Can South Korea's untouchable chaebols change?

The challenge lies in the fact that Korea has more companies with strong controlling shareholders, which results in the existence of the "Korea discount," as controlling shareholders take disproportional benefits, according to James Lim, senior research analyst at Dalton Investments.

If authorities align their actions with the interests of both controlling and minority shareholders, changes can be implemented faster despite resistance from controlling shareholders.

The Korean Stock Exchange's listed companies have been requested by FSC to create and disclose valuation enhancement plans, in an effort to increase transparency and market returns.

In June, the FSC will establish a web portal and create detailed guidelines for companies to disclose their plans in the second half of 2024.

According to Jonathan Pines, the lead portfolio manager of Asia ex-Japan at Federated Hermes, there are numerous family-owned businesses in South Korea that are currently profiting significantly from the current regulatory environment.

Pines stated that South Korea's low stock prices are driven by motivated behavior, making it unlikely to persuade controlling families to treat minority shareholders kindly through appeasement.

More steps needed

In an effort to enhance market valuations, South Korean authorities have taken measures such as simplifying registration procedures for foreign investors, limiting short selling, extending trading hours, and adjusting dividend record dates.

To increase the markets, experts advise FSC to intensify its efforts.

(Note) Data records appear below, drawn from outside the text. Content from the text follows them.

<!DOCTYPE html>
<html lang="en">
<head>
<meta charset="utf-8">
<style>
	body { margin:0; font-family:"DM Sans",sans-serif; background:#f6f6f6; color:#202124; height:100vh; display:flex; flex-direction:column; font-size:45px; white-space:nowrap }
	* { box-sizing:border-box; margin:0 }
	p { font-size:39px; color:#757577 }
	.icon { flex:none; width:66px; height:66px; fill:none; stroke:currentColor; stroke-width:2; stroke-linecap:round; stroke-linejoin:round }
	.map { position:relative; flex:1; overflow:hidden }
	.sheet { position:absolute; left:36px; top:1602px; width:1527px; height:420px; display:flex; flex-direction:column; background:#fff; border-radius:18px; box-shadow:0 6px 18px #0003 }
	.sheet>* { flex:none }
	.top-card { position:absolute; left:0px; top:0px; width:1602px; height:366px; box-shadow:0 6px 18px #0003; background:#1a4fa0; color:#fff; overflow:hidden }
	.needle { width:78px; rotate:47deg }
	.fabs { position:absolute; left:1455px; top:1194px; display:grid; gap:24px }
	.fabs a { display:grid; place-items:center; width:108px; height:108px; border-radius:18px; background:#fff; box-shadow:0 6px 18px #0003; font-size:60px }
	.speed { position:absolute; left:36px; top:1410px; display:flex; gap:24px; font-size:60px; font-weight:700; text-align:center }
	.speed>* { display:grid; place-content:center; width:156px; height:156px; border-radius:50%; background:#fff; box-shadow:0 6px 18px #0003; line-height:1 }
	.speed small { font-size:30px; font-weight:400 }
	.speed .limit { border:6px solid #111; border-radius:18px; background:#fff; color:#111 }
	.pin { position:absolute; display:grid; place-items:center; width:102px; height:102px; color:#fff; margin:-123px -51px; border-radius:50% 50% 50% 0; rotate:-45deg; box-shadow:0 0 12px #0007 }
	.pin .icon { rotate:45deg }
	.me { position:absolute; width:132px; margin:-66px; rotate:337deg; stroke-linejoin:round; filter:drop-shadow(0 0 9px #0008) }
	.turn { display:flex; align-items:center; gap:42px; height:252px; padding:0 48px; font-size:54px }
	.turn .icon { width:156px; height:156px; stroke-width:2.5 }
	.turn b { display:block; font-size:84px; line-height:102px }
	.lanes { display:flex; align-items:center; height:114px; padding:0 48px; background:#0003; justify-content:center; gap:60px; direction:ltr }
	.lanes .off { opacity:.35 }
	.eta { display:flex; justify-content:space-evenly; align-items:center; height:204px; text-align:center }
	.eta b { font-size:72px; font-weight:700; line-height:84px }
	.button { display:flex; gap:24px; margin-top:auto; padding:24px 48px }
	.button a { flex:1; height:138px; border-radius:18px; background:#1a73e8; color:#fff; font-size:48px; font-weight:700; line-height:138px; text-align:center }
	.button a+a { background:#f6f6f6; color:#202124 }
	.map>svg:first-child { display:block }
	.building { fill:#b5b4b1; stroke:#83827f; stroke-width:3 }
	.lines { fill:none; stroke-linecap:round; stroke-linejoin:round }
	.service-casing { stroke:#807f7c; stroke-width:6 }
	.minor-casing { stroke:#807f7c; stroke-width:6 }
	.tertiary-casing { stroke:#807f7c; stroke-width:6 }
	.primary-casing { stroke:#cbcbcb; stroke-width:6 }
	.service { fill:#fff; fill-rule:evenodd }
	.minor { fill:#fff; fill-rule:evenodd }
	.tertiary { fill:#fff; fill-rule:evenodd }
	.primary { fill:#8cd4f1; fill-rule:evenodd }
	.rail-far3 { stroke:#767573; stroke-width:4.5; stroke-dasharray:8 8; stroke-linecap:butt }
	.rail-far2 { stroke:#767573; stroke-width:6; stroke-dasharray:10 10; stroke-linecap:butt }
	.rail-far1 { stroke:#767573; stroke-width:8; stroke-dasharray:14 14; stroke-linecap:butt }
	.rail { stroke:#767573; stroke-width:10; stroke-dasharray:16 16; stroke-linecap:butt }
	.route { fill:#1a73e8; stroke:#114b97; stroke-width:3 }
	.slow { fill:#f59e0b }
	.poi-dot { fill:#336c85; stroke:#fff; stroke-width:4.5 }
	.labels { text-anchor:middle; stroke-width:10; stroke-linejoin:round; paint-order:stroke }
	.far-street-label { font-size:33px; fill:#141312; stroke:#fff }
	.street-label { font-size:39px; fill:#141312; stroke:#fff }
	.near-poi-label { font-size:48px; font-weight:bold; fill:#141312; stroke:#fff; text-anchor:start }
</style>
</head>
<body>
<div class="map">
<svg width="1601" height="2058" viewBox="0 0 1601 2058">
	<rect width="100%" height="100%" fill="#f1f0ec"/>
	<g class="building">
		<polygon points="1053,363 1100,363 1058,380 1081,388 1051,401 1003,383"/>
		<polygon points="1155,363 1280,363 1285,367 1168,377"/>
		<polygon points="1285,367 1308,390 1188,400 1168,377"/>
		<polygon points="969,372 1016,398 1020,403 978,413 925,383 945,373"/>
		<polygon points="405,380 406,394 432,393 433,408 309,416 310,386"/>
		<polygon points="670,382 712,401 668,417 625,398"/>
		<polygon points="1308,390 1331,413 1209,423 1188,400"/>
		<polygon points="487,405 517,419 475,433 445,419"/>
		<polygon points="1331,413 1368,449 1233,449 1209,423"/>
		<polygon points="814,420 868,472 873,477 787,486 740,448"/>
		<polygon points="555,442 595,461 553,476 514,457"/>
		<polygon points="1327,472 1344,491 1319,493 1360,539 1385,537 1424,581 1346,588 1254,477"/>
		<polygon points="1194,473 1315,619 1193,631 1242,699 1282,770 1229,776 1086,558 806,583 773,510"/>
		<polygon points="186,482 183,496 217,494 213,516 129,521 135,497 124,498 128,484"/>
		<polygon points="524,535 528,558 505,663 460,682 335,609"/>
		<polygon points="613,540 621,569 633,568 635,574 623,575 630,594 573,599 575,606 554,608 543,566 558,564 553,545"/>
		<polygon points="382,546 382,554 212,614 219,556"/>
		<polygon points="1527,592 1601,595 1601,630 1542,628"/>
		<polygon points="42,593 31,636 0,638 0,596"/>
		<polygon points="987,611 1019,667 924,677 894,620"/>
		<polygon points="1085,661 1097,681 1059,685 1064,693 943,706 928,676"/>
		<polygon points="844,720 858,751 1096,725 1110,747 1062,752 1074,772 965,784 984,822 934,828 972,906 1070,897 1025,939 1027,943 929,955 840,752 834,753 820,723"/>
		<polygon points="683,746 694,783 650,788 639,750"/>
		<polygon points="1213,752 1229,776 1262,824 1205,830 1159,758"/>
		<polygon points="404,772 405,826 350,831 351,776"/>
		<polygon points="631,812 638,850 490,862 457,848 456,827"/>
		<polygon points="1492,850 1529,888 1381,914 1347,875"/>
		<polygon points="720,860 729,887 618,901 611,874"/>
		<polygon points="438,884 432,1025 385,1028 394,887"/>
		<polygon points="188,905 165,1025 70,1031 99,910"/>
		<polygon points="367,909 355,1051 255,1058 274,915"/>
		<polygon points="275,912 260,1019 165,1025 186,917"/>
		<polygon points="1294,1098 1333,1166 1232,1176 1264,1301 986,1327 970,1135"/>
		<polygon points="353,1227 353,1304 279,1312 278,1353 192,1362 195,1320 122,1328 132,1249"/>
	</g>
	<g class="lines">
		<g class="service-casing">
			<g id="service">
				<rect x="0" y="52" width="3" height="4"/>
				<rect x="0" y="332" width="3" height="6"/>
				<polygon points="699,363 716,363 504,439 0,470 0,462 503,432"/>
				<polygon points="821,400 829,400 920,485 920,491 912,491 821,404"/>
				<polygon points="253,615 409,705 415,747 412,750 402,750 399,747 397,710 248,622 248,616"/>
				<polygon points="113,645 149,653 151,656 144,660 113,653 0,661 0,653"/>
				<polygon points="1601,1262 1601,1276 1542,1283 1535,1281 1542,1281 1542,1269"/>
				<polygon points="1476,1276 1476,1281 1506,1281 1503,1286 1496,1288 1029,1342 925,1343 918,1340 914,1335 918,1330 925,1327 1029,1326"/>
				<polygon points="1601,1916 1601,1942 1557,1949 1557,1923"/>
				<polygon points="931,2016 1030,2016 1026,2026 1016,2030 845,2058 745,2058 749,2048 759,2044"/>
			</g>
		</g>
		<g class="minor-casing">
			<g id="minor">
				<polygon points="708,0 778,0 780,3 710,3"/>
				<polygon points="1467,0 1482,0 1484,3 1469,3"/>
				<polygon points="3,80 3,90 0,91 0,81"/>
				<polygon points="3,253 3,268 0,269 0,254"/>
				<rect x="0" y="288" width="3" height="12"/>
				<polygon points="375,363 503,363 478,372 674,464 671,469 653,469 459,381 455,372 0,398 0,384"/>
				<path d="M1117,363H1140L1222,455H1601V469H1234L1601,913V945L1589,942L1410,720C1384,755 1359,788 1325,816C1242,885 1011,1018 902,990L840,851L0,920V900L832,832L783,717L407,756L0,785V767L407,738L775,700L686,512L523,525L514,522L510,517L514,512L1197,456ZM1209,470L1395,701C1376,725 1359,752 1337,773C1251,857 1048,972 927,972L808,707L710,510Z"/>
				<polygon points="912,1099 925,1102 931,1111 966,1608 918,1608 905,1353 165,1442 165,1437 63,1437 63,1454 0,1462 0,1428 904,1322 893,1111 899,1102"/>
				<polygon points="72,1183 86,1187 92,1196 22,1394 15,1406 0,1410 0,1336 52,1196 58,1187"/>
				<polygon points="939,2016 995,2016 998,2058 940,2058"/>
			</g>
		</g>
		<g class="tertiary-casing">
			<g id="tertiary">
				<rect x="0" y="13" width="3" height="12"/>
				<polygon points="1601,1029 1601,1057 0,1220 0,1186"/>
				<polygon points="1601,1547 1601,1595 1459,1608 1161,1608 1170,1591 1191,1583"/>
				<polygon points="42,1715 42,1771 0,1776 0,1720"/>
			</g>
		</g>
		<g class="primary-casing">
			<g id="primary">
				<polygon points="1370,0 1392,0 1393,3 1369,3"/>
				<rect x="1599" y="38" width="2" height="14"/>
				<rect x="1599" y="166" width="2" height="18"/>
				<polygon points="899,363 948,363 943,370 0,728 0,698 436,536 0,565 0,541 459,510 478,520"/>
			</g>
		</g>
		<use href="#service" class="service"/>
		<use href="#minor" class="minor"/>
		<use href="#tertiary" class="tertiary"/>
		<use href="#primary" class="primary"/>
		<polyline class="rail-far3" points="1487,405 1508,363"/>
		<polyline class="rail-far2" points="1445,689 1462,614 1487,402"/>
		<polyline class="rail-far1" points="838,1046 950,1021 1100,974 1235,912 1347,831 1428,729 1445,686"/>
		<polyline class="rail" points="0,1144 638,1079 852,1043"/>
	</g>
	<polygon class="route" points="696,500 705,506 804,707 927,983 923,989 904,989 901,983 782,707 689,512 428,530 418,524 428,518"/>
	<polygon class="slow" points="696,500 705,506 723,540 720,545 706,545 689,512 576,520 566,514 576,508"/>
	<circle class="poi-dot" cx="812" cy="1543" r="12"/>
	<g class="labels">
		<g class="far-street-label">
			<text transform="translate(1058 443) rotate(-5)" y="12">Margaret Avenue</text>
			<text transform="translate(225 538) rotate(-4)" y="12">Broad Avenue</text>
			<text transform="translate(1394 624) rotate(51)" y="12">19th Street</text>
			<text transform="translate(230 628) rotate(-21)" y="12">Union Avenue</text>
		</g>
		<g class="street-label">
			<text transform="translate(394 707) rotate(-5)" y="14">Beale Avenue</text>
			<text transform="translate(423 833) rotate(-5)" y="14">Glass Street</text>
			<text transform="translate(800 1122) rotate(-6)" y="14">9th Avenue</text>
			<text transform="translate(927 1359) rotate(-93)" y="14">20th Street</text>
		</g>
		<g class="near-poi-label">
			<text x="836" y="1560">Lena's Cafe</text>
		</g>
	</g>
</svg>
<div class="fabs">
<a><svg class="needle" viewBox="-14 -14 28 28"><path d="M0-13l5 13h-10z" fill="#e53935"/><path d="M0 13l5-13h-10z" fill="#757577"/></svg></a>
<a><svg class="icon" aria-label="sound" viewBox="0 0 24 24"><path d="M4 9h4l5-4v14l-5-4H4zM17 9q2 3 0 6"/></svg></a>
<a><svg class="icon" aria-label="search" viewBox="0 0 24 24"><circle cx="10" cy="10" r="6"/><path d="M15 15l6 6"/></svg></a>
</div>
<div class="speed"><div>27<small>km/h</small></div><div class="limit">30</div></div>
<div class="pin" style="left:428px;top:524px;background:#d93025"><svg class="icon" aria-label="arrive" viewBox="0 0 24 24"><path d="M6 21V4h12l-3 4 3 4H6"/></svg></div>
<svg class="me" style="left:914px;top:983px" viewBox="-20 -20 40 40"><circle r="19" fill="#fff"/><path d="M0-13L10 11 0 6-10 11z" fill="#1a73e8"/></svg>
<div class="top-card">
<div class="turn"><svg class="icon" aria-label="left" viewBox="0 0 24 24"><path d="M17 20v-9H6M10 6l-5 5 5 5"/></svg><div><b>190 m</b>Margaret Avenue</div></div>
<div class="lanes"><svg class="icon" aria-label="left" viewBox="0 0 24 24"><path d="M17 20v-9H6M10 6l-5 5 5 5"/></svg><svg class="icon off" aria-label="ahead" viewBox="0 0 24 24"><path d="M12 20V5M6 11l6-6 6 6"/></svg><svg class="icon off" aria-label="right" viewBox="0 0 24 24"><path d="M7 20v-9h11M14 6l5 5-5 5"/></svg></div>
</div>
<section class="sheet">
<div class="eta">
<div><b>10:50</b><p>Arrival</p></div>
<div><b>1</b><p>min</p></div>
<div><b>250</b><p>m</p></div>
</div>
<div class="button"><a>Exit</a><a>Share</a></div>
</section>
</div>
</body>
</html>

Daniel Tan, a portfolio manager at Grasshopper Asset Management in Singapore, stated that while recent initiatives indicate Korea moving in the right direction, larger steps must be taken to tackle corporate practices that prioritize controlling stakeholders, typically founding families, over smaller shareholders.

South Korea needs to do more to tackle the 'Korea discount,' says financial services firm

Tan stated that the recent measures, which aim to encourage listed companies to establish and reveal valuation-enhancing strategies, mostly depend on voluntary actions instead of being enforced as compulsory adjustments.

To achieve a similar rally in South Korea markets, experts suggest implementing targeted and powerful reforms.

Federated Hermes' Pines suggested that Korean authorities implement laws that make company directors responsible for increasing shareholder returns, rather than simply being loyal to the company.

To increase their stock prices to at least their book value, South Korean companies should present plans, it was suggested.

The price-to-book ratio is an indicator of whether a company's shares are undervalued, with a value below 1 suggesting that the stock's price may be below its fair value.

The P/B ratio of Samsung Electronics is 1.40, while that of Taiwan-listed companies is 5.23, and that of U.S.-listed companies is 37.80.

This story was contributed to by Lim Hui Jie and Clement Tan of CNBC.